GOAL OF THE EXERCISE
Each line that has the string "strong" must be copied from the records below.

SOURCE RECORDS
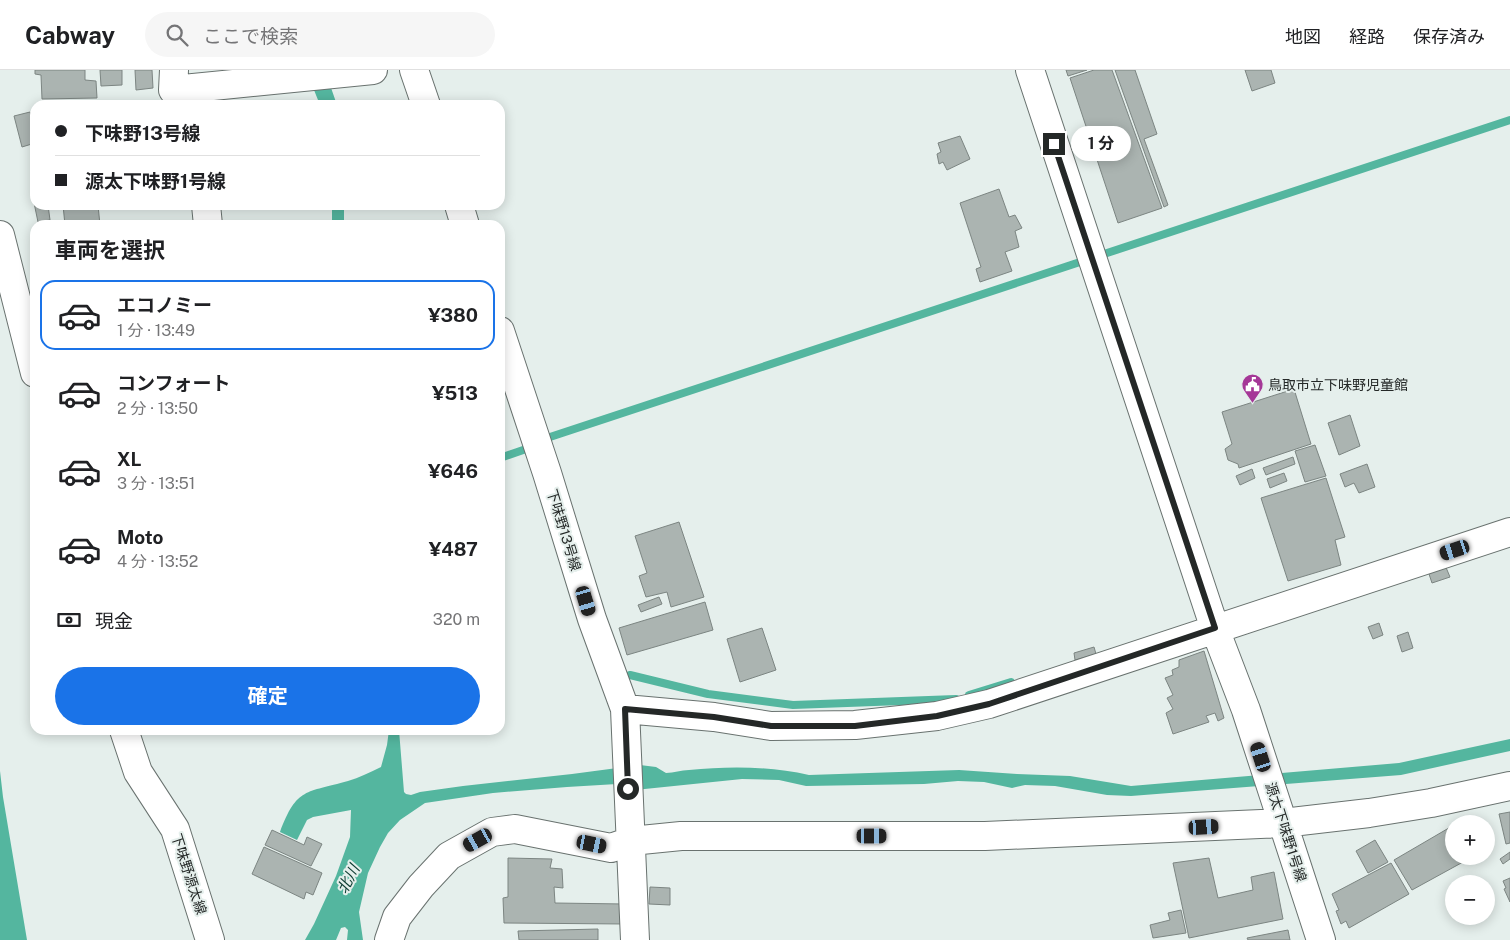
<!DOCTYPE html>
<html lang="ja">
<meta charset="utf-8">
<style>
:root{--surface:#fff;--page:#f6f6f6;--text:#202124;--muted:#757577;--line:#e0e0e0;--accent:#1a73e8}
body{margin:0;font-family:"Public Sans","Noto Sans JP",sans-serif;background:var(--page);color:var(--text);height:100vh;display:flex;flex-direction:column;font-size:19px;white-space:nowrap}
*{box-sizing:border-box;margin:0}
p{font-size:16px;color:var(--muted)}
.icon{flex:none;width:28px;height:28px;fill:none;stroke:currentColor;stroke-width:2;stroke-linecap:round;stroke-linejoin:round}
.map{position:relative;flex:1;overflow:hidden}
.details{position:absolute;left:30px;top:150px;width:475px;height:515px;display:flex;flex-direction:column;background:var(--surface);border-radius:15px;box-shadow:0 2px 12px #0003}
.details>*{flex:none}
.hud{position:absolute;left:30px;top:30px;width:475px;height:110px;border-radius:15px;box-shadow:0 2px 12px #0003;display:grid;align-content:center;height:110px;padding:0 25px;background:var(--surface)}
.tools{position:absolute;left:1445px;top:745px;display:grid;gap:10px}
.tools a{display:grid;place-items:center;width:50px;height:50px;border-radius:50%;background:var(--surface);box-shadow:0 2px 12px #0003;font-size:25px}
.end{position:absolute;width:22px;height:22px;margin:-11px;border:6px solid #242827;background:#fff;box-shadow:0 0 0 2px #fff}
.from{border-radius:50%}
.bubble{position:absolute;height:35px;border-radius:18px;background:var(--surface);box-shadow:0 2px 12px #0003;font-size:16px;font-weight:700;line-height:35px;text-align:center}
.car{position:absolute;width:15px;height:30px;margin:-15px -8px;border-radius:6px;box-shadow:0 0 4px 1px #0007;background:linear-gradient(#222 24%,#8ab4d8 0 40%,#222 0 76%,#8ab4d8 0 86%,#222 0)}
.hud b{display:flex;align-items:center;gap:18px;height:48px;font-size:19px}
.hud b+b{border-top:1px solid var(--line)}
.hud i{width:12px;height:12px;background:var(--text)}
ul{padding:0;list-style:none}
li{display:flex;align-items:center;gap:15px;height:70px;margin:0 10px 8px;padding:0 15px;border:2px solid transparent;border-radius:15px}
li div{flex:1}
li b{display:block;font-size:19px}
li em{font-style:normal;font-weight:700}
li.active{border-color:var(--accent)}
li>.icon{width:45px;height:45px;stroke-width:1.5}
h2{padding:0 25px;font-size:22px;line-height:60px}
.pay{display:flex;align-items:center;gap:12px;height:55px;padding:0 25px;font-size:19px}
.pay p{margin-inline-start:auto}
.primary-button{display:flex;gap:10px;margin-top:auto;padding:10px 25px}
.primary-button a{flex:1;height:58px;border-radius:30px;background:var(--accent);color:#fff;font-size:20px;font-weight:700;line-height:58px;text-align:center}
header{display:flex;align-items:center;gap:30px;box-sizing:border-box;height:70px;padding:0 25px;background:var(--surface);border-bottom:1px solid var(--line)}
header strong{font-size:24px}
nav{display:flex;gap:28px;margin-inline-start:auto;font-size:18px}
.search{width:350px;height:45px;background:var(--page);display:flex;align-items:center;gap:12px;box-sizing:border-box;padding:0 18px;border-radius:28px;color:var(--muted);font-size:19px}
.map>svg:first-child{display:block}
.water{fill:#54b69f}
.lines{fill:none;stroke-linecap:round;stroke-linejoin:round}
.stream{stroke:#54b69f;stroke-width:8}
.building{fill:#abb4b1;stroke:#7c8582}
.street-casing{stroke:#69726f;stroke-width:30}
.street{stroke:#fff;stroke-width:28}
.route{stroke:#242827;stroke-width:6}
.labels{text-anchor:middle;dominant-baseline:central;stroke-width:4;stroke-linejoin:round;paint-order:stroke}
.poi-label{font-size:14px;fill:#242827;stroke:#e5efec;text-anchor:start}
.street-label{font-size:14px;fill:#242827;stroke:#e5efec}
.water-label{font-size:15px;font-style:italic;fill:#0e3c32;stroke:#e5efec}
</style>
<header>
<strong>Cabway</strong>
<div class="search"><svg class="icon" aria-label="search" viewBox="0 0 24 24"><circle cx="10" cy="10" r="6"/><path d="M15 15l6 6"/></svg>ここで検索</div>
<nav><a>地図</a><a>経路</a><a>保存済み</a></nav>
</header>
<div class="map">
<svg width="1510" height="870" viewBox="0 0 1510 870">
<rect width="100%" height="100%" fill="#e5efec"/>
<path class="water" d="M329,12L337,35H320L314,20Z
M332,135H344V155H332Z
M389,660H399L404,722L406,724L411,725L420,722L463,716L572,704L640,695L656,697L666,703C674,703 681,700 689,700C728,696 770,696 809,705L959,700L1017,704L1070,706L1131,716L1399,693L1510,669V681L1401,705L1131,726L1107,725L1055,716L1025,715L1012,718L984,712L958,711L924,714L806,716L779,710L742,709L635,720L617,714L567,717L493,723L425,733L400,750L388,763L380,777L368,803L359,842L363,870H347L348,860L345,857L341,858L336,870H305L314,854L336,806L350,767L351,740L313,747L307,750L297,770L280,762C297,717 306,723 348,711C359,708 370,702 381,697L387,675Z
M0,701L3,727L27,870H0Z"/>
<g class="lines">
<path class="stream" d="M1104,184L1510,50
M550,367L1080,192
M500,388L529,378
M630,605L708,624L793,635L956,629
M969,625L1011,612"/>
</g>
<path class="building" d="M35,0H85V10L96,11L97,28L42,29L41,5L35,4Z
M100,0H122V15L101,16Z
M135,0H152L153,18L136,20Z
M1066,0H1087L1068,6Z
M1094,0H1112L1162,138L1118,153L1070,8Z
M1115,0H1135L1157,64L1144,69L1168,135L1164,137Z
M1245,0H1271L1275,13L1252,21Z
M30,42L35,60V73L22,77L14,46Z
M960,66L970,89L947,100L943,92L939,94L937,84L941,82L938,73Z
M999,119L1009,147L1015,145L1022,158L1015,161L1019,177L1005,182L1012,201L980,212L976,199L981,197L960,133Z
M33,128H35V135H48L50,150L38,152Z
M63,135H98L100,155H65Z
M1294,319L1311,374L1239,398L1238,394L1228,390L1225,379L1232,374L1222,342Z
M1350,345L1360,376L1339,385L1328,353Z
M1315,375L1326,406L1305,412L1295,381Z
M1293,387L1295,394L1266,405L1263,398Z
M1367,394L1375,417L1359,423L1354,413L1345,417L1340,404Z
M1252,399L1255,408L1240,415L1236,406Z
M1284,403L1287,411L1270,418L1267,409Z
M1326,408L1345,467L1335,470L1341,495L1288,511L1261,428Z
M679,452L704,527L671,537L667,522L646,527L639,506L647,503L635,466Z
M1445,495L1450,507L1432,513L1428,501Z
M659,527L662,534L641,542L638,535Z
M705,532L713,560L627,585L619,558Z
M1379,553L1383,565L1373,569L1368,557Z
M762,558L776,600L740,612L727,569Z
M1408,562L1413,578L1402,582L1397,566Z
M1094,577L1096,584L1075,590L1074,583Z
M1204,581L1224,648L1218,651L1215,643L1206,646L1209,652L1173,664L1166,643L1173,639L1167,628L1173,625L1165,608L1173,605L1172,600L1179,597V590Z
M1510,742V773L1506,774L1499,744Z
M1454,755V786H1474L1412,820L1394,790Z
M272,760L304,775L307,767L322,774L311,796L265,775Z
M1375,770L1388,792L1368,803L1356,781Z
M264,777L322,803L313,825L306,822L304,829L252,804Z
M1510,782V789L1503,794L1500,789Z
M508,788L552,789L550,798L562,799L563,818L554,817L555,833L624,834V854L504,853L503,828L508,827Z
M1209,788L1218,828L1253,820L1251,807L1274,802L1283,849L1189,868L1173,793Z
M1391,793L1409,824L1349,858L1346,851L1341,854L1336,841L1339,840L1332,824Z
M1510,808V832L1504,819L1506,818L1503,811Z
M650,817L670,818V835L649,834Z
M1181,840L1186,863L1153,868L1150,855L1170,850L1168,843Z
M598,859V870H519L518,861Z
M1288,860L1290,870H1248L1247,868Z"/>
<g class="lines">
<defs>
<path id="street" d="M174,0L173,20L373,0
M414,0L426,35
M1030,0L1215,559L1246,640L1321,870
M206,135L208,155
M459,135L465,155
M0,165L35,303
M500,261L547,403L592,549L625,639L635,870
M625,639L714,647L771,656L855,655L937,646L989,634L1510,462
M124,660L138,702L175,759L210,870
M389,870L397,847L421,816L449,786L492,762L515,759L611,778L631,771L681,766H985L1283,753L1369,743L1431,733L1510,716"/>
</defs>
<use href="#street" class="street-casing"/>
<use href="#street" class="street"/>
</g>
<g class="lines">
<path class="route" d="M628,719L625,639L714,647L771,656H855L937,646L989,634L1215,558L1054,74"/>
</g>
<defs>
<symbol id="civic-pin" viewBox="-11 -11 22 30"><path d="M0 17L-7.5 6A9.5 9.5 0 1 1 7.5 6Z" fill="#a53797" stroke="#e5efec"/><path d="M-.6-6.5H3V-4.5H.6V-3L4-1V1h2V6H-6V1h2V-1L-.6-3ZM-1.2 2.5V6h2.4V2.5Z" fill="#fff"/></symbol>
</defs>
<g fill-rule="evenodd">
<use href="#civic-pin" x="1240" y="302" width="25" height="34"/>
</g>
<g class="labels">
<g class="poi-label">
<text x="1268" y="315">鳥取市立下味野児童館</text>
</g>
<g class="street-label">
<text transform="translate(564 460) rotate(73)">下味野13号線</text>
<text transform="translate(1286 762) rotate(72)">源太下味野1号線</text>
<text transform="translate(189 804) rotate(72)">下味野源太線</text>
</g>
<g class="water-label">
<text transform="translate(348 809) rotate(-63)">北川</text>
</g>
</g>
</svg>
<div class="tools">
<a>+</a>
<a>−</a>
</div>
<i class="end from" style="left:628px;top:719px"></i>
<i class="end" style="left:1054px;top:74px"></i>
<div class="bubble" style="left:1071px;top:56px;width:60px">1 分</div>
<i class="car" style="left:1455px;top:480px;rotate:252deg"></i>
<i class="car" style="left:586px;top:531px;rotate:163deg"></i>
<i class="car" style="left:1261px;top:687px;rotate:342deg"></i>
<i class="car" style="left:1204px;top:757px;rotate:87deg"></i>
<i class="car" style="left:872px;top:766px;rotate:90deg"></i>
<i class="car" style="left:478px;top:770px;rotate:241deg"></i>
<i class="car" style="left:592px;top:774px;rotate:102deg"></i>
<div class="hud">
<b><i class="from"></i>下味野13号線</b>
<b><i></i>源太下味野1号線</b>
</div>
<section class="details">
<h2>車両を選択</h2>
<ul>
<li class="active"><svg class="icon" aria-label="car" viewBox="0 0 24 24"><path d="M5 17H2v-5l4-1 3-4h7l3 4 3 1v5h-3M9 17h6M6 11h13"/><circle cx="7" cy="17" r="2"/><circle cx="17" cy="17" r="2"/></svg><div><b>エコノミー</b><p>1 分 · 13:49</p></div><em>¥380</em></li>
<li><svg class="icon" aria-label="car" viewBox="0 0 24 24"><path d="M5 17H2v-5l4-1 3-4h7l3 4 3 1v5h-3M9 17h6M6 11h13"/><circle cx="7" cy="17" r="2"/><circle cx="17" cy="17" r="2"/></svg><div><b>コンフォート</b><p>2 分 · 13:50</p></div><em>¥513</em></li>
<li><svg class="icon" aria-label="car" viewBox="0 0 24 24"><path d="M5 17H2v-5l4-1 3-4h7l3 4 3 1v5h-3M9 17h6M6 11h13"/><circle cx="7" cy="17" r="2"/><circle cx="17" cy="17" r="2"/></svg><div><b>XL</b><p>3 分 · 13:51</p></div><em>¥646</em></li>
<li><svg class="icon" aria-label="car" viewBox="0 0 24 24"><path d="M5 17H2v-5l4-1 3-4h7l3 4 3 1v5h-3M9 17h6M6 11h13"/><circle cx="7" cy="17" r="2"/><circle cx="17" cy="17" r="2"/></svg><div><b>Moto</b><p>4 分 · 13:52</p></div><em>¥487</em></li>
</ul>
<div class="pay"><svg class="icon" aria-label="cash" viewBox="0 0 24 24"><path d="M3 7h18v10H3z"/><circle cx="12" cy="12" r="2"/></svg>現金<p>320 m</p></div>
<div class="primary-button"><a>確定</a></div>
</section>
</div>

EXERCISE RESULT
header strong{font-size:24px}
<strong>Cabway</strong>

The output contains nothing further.